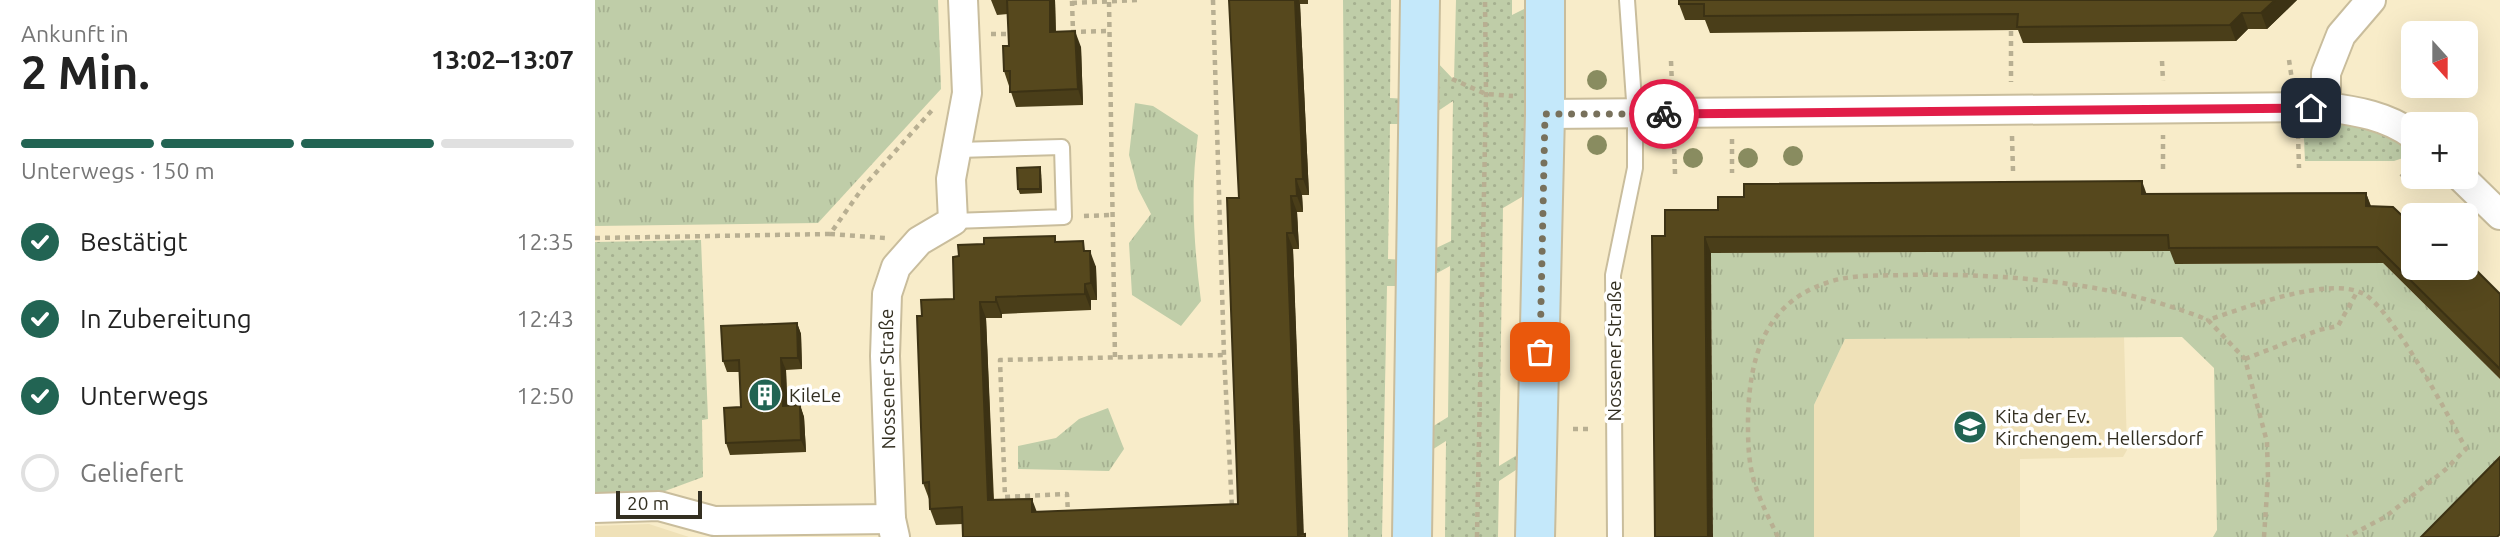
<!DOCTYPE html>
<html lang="de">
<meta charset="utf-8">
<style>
:root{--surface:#fff;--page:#f2f2f2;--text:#222;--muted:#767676;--line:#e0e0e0;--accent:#226453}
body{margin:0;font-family:Ubuntu,sans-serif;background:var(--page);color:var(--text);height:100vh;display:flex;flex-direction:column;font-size:26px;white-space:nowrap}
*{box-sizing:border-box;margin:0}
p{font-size:23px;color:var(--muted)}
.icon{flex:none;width:38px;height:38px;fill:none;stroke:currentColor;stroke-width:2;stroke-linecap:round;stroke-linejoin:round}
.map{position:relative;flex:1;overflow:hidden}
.panel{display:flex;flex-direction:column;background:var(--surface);width:595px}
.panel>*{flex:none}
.needle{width:46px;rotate:159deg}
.tools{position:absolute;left:1806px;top:21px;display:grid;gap:14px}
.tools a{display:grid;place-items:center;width:77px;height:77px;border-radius:10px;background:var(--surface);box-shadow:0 7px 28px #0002;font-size:35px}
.scale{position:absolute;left:21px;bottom:18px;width:86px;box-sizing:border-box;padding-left:7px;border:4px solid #332f21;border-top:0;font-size:19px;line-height:24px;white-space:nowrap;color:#332f21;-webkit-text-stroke:5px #fff;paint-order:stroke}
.pin{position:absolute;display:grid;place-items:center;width:60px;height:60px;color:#fff;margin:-30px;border-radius:14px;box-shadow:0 4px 10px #0006}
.courier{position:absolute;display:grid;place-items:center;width:70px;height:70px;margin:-35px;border:5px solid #e11d48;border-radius:50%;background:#fff;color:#222;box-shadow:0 2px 9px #0007}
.headline em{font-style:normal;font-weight:700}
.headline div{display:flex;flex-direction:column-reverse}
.headline{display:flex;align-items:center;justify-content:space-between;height:119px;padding:0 21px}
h1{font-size:46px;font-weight:700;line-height:52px}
.bar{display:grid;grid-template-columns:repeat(4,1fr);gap:10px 7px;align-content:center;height:84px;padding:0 21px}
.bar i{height:9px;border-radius:5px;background:var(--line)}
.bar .active{background:var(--accent)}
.bar p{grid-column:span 4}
ol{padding:0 21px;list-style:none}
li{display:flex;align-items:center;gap:21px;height:77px}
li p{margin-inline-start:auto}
li .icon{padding:7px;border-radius:50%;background:var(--accent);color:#fff;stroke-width:4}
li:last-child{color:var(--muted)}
li i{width:38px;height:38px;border:4px solid var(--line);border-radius:50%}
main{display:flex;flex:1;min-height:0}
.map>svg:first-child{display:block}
</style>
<main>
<section class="panel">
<div class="headline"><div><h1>2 Min.</h1><p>Ankunft in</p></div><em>13:02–13:07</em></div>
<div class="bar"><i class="active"></i><i class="active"></i><i class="active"></i><i></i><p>Unterwegs · 150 m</p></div>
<ol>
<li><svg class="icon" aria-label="check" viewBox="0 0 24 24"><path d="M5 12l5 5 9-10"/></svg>Bestätigt<p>12:35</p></li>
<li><svg class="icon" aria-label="check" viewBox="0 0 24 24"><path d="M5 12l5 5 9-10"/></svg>In Zubereitung<p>12:43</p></li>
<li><svg class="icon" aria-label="check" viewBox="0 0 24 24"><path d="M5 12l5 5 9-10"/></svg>Unterwegs<p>12:50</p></li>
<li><i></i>Geliefert</li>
</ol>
</section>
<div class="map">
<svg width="1905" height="537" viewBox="0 0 1905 537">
<defs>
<pattern id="grass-dots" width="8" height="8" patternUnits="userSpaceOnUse" patternTransform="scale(1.75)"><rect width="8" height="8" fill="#bfcda8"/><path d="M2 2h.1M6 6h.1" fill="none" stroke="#a5b090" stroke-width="1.8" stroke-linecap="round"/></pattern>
<pattern id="park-tufts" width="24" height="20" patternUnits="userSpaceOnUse" patternTransform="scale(1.75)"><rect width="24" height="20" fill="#bfcda8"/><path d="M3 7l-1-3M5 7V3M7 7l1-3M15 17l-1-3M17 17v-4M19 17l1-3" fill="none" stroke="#a5b090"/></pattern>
</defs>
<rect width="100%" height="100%" fill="#f8ecc9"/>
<g fill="#efe1b8">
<polygon points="1529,336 1532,450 1528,457 1425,459 1425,537 1219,537 1219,405 1250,339"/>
<polygon points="54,524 94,537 0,537 0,526"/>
</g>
<g fill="url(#grass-dots)">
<polygon points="748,0 796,0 795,98 812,99 812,124 795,124 793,259 810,260 810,286 792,286 787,537 753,537"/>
<polygon points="861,0 917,0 917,15 935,6 932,194 908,208 904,466 927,452 927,466 904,481 903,537 850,537 851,441 832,453 832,430 853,417 855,266 837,276 837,250 856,241 858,101 840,113 840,60 859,80"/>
<polygon points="1708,119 1729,119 1777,127 1818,148 1808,158 1799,161 1710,161"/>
<polygon points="106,240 113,419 107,420 108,477 70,491 0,493 0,242"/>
</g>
<g fill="url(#park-tufts)">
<polygon points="0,0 343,0 346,89 223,223 0,226"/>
<path d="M540 103 558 106 603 135C595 190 599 247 606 301L586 326 537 295 534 243 556 214 543 189 534 155Z"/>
<polygon points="1579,251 1580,264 1788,263 1905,379 1905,480 1848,537 1618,537 1622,530 1619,368 1587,337 1250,339 1219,405 1219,537 1118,537 1116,253"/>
<polygon points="513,408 529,449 514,471 423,469 423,446 461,438 484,419"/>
</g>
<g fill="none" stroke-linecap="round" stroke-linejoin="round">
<defs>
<g id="lane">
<polyline points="358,221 469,217 467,147 363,150"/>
<polyline points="1020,537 1018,275 1040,168 1040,115 1032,0"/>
</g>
<g id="street">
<polyline points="1731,107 1731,73 1746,35 1776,0"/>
<path d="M950 114 1731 107C1762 111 1792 116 1818 135"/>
<polyline points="1866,177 1905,215"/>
<polyline points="0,508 64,506 119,521 296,519"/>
<polyline points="300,537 296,519 290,356 292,294 301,267 324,241 358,221 356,179 372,93 368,0"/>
</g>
<g id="secondary">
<polyline points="817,537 825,0"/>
<polyline points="940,537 950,114 950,0"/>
</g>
</defs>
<use href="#lane" stroke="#c9bd9c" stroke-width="18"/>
<use href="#street" stroke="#c9bd9c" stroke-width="32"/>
<use href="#secondary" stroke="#c9bd9c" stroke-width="42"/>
<g stroke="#b8af92" stroke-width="4.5" stroke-dasharray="5 5" stroke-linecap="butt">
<polyline points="618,0 629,355 637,508 635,508"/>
<polyline points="477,1 478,32"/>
<polyline points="514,2 520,358"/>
<polyline points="477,3 543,0"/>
<polyline points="1416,31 1416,82"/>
<polyline points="476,32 514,31"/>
<polyline points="396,34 418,34"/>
<polyline points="1694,60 1697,80"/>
<polyline points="1076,61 1077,85"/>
<polyline points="1567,61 1568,81"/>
<polyline points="857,79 891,94 918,96"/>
<polyline points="1703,134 1704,168"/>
<polyline points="1417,136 1418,171"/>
<polyline points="1079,139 1080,174"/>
<polyline points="1137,139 1137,173"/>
<polyline points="1568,169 1568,135"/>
<polyline points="1806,177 1818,166"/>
<polyline points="489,216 516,215"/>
<polyline points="235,234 290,238"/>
<polyline points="0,238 235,234 269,186 339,108"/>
<polyline points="1650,359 1724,330 1743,326 1762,292"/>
<polyline points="978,429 998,429"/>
<polyline points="476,514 473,514 472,494 410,497 405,360 629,355"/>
<polyline points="882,537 891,94 890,0"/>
<path d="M1183 537C1173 516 1162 496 1157 473 1153 456 1153 437 1153 420 1154 361 1168 304 1231 283 1255 274 1284 276 1310 275 1411 273 1519 282 1613 320"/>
<path d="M1669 537 1673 478 1672 442 1650 359 1613 320C1649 308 1735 275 1769 294 1796 308 1855 418 1871 449L1850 470 1790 517 1752 537"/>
</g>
<use href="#lane" stroke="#fff" stroke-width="14"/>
<use href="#street" stroke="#fff" stroke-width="28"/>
<use href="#secondary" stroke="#c4e8fa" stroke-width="38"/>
</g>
<g fill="#898c60">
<circle cx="1002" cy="80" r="10"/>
<circle cx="1002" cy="145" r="10"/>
<circle cx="1198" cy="156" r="10"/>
<circle cx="1098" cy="158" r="10"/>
<circle cx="1153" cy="158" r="10"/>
</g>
<g fill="#4a3e19">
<polygon points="396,0 460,0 461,32 486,47 488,105 421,107 409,71 414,46 413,14 402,15"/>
<polygon points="640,0 713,0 713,4 705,4 714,195 707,195 708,212 702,212 704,249 698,249 708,534 710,534 711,537 368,537 368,524 341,525 335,509 334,499 328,483 327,316 359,299 364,256 462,242 492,251 501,267 502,300 496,300 496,310 407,314 407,318 391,318 399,500 442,512 643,504 644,198"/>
<polygon points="1702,0 1672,29 1653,29 1641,41 1428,43 1423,30 1115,33 1110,20 1090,20 1084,4"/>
<polygon points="445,167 446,171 447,193 425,194 423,189"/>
<polygon points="1771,193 1776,206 1817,225 1905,294 1905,379 1788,263 1580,264 1575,251 1116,253 1070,236 1123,210 1552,194"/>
<polygon points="202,323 206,334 207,369 191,370 192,405 205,405 209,417 211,452 135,455 131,443 146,407 145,372 132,372 128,361"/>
</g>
<g fill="#3c3214">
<polygon points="455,0 460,0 461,48 455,32"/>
<polygon points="700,0 704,0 705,4 714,195 708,179"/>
<polygon points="1680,0 1702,0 1672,29 1666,13"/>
<polygon points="1647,13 1653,29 1641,41 1635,25"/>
<polygon points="480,31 486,47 488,105 483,89"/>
<polygon points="445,167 446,171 447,193 445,189"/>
<polygon points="701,179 707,195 708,212 702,196"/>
<polygon points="1547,181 1553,198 1547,194"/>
<polygon points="1771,193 1777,210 1771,206"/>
<polygon points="696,196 702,212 704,249 698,233"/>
<polygon points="692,233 698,249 709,537 703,535"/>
<polygon points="1110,237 1116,253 1118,537 1113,537"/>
<polygon points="495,251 501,267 502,300 496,283"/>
<polygon points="490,284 496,300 496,310 490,294"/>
<polygon points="401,297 407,314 407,318 401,302"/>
<polygon points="385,302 391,318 399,517 393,500"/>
<polygon points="202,323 206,334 207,369 203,358"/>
<polygon points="186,358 191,370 193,417 188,406"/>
<polygon points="205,405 209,417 211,452 206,440"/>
<polygon points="437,499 443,515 437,512"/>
</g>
<g fill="#56481d" stroke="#3c3214" stroke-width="2">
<polygon points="412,0 455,0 455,32 480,31 483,89 415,92 415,71 409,71 408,46 414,46"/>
<polygon points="634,0 700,0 708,179 701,179 702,196 696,196 698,233 692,233 703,535 710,534 710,537 368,537 367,507 335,509 334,482 328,483 322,316 327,316 326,300 359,299 358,257 364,256 363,245 389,244 389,238 460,236 460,242 488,241 489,251 495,251 496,283 490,284 490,294 401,297 401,302 385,302 393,500 437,499 437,512 643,504 632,198 644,198"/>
<polygon points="1084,0 1680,0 1666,13 1647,13 1635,25 1422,27 1423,14 1109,16 1109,4 1084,4"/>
<polygon points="445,167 445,189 423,189 422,168"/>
<polygon points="1547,181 1547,194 1771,193 1771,206 1798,207 1817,225 1818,224 1818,268 1871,268 1871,260 1905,294 1905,369 1782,247 1574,248 1573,235 1110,237 1113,537 1060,537 1057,236 1070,236 1070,210 1123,210 1123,197 1149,197 1149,184"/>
<polygon points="202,323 203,358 186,358 188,406 205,405 206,440 131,443 129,408 146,407 144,360 128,361 126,326"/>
<polygon points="1905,457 1905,534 1902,537 1826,537"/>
</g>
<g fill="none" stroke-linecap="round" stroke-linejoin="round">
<polyline stroke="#78715c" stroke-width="7" stroke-dasharray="0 12.6" points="945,352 950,114 1069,114"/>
<polyline stroke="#e11d48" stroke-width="9" points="1069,114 1716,108"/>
</g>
<defs>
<symbol id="building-disc" viewBox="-11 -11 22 22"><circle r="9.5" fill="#226453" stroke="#fff"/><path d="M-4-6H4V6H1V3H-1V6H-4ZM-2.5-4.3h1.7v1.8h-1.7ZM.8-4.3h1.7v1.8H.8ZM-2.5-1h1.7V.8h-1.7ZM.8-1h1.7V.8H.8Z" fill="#fff"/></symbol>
<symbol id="school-disc" viewBox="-11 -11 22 22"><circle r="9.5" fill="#226453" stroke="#fff"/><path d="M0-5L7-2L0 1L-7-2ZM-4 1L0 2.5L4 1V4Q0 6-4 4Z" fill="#fff"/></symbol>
</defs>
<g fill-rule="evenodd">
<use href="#building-disc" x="151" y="376" width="38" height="38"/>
<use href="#school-disc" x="1356" y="408" width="38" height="38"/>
</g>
<g text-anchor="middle" stroke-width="7" stroke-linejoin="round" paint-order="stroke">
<g font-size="19" fill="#332f21" stroke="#fff">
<text transform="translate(1019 351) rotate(-90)" y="7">Nossener Straße</text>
<text transform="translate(292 379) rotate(-91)" y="7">Nossener Straße</text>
</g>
<g font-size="19" fill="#332f21" stroke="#fff" text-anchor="start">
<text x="194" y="402">KileLe</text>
<text x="1400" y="423">Kita der Ev.<tspan x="1400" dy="22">Kirchengem. Hellersdorf</tspan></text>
</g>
</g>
</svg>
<div class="tools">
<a><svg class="needle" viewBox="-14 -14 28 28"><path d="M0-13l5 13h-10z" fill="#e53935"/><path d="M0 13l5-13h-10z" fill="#767676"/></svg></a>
<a>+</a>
<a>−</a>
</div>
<div class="scale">20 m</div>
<div class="pin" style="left:945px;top:352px;background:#ea580c"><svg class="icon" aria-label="bag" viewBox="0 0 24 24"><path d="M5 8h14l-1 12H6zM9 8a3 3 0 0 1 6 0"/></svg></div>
<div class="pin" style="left:1716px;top:108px;background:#1f2937"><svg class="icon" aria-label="home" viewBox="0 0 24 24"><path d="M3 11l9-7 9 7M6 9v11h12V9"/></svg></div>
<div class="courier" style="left:1069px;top:114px"><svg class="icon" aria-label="bike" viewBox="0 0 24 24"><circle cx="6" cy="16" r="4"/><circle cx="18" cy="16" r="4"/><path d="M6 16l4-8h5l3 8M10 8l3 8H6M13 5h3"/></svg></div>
</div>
</main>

• [Exercise description]
All lines of the entries containing the string "items" must be shown in full.

• [Task answer]
.tools a{display:grid;place-items:center;width:77px;height:77px;border-radius:10px;background:var(--surface);box-shadow:0 7px 28px #0002;font-size:35px}
.pin{position:absolute;display:grid;place-items:center;width:60px;height:60px;color:#fff;margin:-30px;border-radius:14px;box-shadow:0 4px 10px #0006}
.courier{position:absolute;display:grid;place-items:center;width:70px;height:70px;margin:-35px;border:5px solid #e11d48;border-radius:50%;background:#fff;color:#222;box-shadow:0 2px 9px #0007}
.headline{display:flex;align-items:center;justify-content:space-between;height:119px;padding:0 21px}
li{display:flex;align-items:center;gap:21px;height:77px}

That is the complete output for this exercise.